┏━━

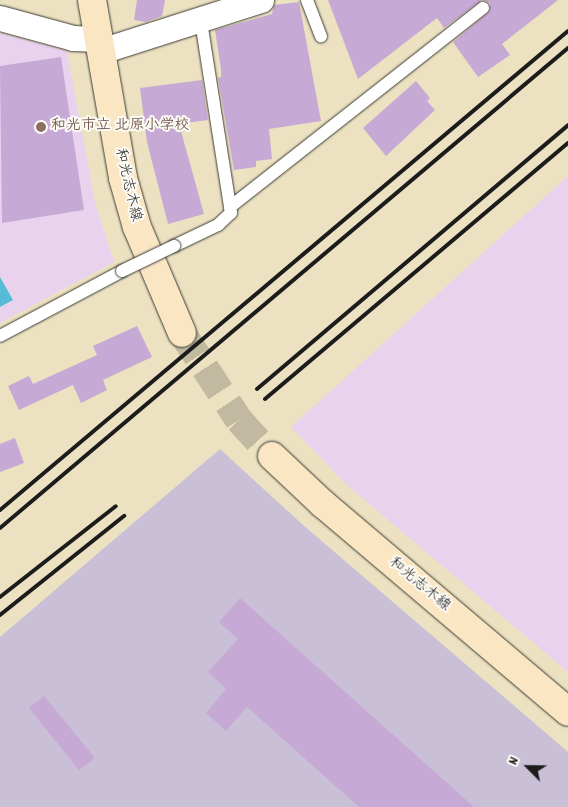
<!DOCTYPE html>
<html>
<head>
<meta charset="utf-8">
<style>
	body { margin:0 }
	#map { position:relative; width:568px; height:807px; overflow:hidden; background:#ece2c1; font-family:Dekko,"Klee One",sans-serif }
	div>[style] { position:absolute }
	.built>* { inset:0; background:#e9d2ee }
	.industrial>* { inset:0; background:#c9bfd7 }
	.water>* { inset:0; background:#56bbd4 }
	.building>* { inset:0; background:#c7a9d5 }
	.secondary-tunnel>* { height:28px; margin-top:-14px; transform-origin:0; background:repeating-linear-gradient(90deg,#c2baa0 0 28px,transparent 0 42px) }
	.roads { filter:drop-shadow(0 0 1px #3b3a35) drop-shadow(0 0 1px #3b3a35) }
	.service>* { height:12px; margin:-6px; padding:0 6px; transform-origin:6px; border-radius:6px; background:#fff }
	.minor>* { height:25px; margin:-12.5px; padding:0 12.5px; transform-origin:12.5px; border-radius:12.5px; background:#fff }
	.secondary>* { height:28px; margin:-14px; padding:0 14px; transform-origin:14px; border-radius:14px; background:#fbe6c4 }
	.rail>* { height:4px; margin:-2px; padding:0 2px; transform-origin:2px; border-radius:2px; background:#1c1c1c }
	.bridges { filter:drop-shadow(0 0 1px #3b3a35) drop-shadow(0 0 1px #3b3a35) }
	.service-bridge>* { height:12px; margin:-6px; padding:0 6px; transform-origin:6px; border-radius:6px; background:#fff }
	.dots>* { width:14px; height:14px; translate:-50% -50%; box-sizing:border-box; border:2px solid #fdfcf7; border-radius:50% }
	span { translate:-50% -50%; white-space:nowrap; text-align:center; line-height:1.15; -webkit-text-stroke:4px #fdfcf7; paint-order:stroke }
	.education-label { font-size:15px; color:#785e54; font-weight:700 }
	.left { translate:0 -50%; text-align:left }
	.street-label { font-size:15px; color:#1c1c1c }
	.north { position:absolute; left:503px; top:742px; width:50px; height:50px; -webkit-text-stroke:4px #fdfcf7; paint-order:stroke; rotate:293deg; font-size:14px; font-weight:700; line-height:20px; text-align:center; color:#1c1c1c }
	.north::after { content:''; display:block; margin:auto; width:18px; height:22px; background:#1c1c1c; clip-path:polygon(50% 0,100% 100%,50% 72%,0 100%) }
</style>
</head>
<body>
<div id="map">
	<div class="built">
		<i style="clip-path:polygon(0 33px,67px 51px,95px 203px,114px 262px,0 323px)"></i>
		<i style="clip-path:polygon(568px 176px,568px 672px,349px 487px,291px 427px)"></i>
	</div>
	<div class="industrial">
		<i style="clip-path:polygon(220px 449px,303px 525px,568px 752px,568px 807px,0 807px,0 637px)"></i>
	</div>
	<div class="water">
		<i style="clip-path:polygon(0 277px,13px 300px,0 307px)"></i>
	</div>
	<div class="building">
		<i style="clip-path:polygon(137px 0,165px 0,162px 16px,146px 22px,134px 20px)"></i>
		<i style="clip-path:polygon(328px 0,482px 0,444px 28px,437px 18px,358px 79px)"></i>
		<i style="clip-path:polygon(483px 0,558px 0,502px 44px,510px 55px,478px 77px,453px 42px,490px 11px,490px 3px)"></i>
		<i style="clip-path:polygon(299px 2px,321px 121px,269px 129px,272px 159px,256px 161px,256px 167px,234px 170px,218px 78px,221px 77px,221px 69px,215px 30px,272px 14px,274px 5px)"></i>
		<i style="clip-path:polygon(61px 57px,84px 210px,2px 223px,0 66px)"></i>
		<i style="clip-path:polygon(202px 80px,208px 120px,179px 124px,204px 214px,168px 224px,147px 142px,140px 88px)"></i>
		<i style="clip-path:polygon(416px 81px,430px 98px,427px 101px,435px 110px,386px 156px,363px 128px)"></i>
		<i style="clip-path:polygon(137px 326px,152px 357px,103px 380px,107px 390px,81px 403px,73px 385px,19px 410px,8px 386px,29px 376px,33px 384px,97px 355px,93px 346px)"></i>
		<i style="clip-path:polygon(15px 438px,24px 463px,0 472px,0 444px)"></i>
		<i style="clip-path:polygon(240px 598px,474px 807px,359px 807px,247px 707px,226px 731px,206px 713px,226px 689px,208px 672px,238px 639px,219px 622px)"></i>
		<i style="clip-path:polygon(44px 696px,95px 758px,79px 770px,29px 708px)"></i>
	</div>
	<div class="secondary-tunnel">
		<i style="left:182px;top:333px;width:104px;rotate:56.8deg"></i>
		<i style="left:239px;top:420px;width:49px;rotate:47.5deg"></i>
	</div>
	<div class="roads">
		<div class="service">
			<i style="left:307px;top:0;width:39px;rotate:69deg"></i>
			<i style="left:230px;top:207px;width:322px;rotate:-38.2deg"></i>
			<i style="left:174px;top:246px;width:49px;rotate:-25.5deg"></i>
			<i style="left:218px;top:225px;width:18px;rotate:-43deg"></i>
			<i style="left:231px;top:213px;width:194px;rotate:-98.9deg"></i>
			<i style="left:0;top:336px;width:138px;rotate:-28deg"></i>
		</div>
		<div class="minor">
			<i style="left:0;top:18px;width:76px;rotate:15.3deg"></i>
			<i style="left:73px;top:38px;width:26px;rotate:2deg"></i>
			<i style="left:101px;top:51px;width:168px;rotate:-17.7deg"></i>
		</div>
		<div class="secondary">
			<i style="left:92px;top:0;width:181px;rotate:80.1deg"></i>
			<i style="left:123px;top:178px;width:51px;rotate:74.1deg"></i>
			<i style="left:137px;top:227px;width:115px;rotate:67deg"></i>
			<i style="left:272px;top:456px;width:70px;rotate:43.3deg"></i>
			<i style="left:323px;top:504px;width:321px;rotate:40.3deg"></i>
		</div>
	</div>
	<div class="rail">
		<i style="left:257px;top:389px;width:408px;rotate:-40.3deg"></i>
		<i style="left:265px;top:399px;width:397px;rotate:-40.2deg"></i>
		<i style="left:0;top:510px;width:743px;rotate:-40.14deg"></i>
		<i style="left:0;top:528px;width:744px;rotate:-40.2deg"></i>
		<i style="left:0;top:597px;width:147px;rotate:-38.1deg"></i>
		<i style="left:0;top:615px;width:159px;rotate:-38.6deg"></i>
	</div>
	<div class="bridges">
		<div class="service-bridge">
			<i style="left:122px;top:271px;width:58px;rotate:-25.7deg"></i>
		</div>
	</div>
	<div class="dots">
		<i style="left:41px;top:127px;background:#8d6e63"></i>
	</div>
	<div class="education-label">
		<span class="left" style="left:51px;top:127px">和光市立 北原小学校</span>
	</div>
	<div class="street-label">
		<span style="left:127px;top:185px;rotate:77deg">和光志木線</span>
		<span style="left:419px;top:585px;rotate:40deg">和光志木線</span>
	</div>
	<div class="north">N</div>
</div>
</body>
</html>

┗━━

**WHAT IS NEEDED**. Scan the data above and report each line in which "north" is present.

**PROBLEM SOLUTION**.
	.north { position:absolute; left:503px; top:742px; width:50px; height:50px; -webkit-text-stroke:4px #fdfcf7; paint-order:stroke; rotate:293deg; font-size:14px; font-weight:700; line-height:20px; text-align:center; color:#1c1c1c }
	.north::after { content:''; display:block; margin:auto; width:18px; height:22px; background:#1c1c1c; clip-path:polygon(50% 0,100% 100%,50% 72%,0 100%) }
	<div class="north">N</div>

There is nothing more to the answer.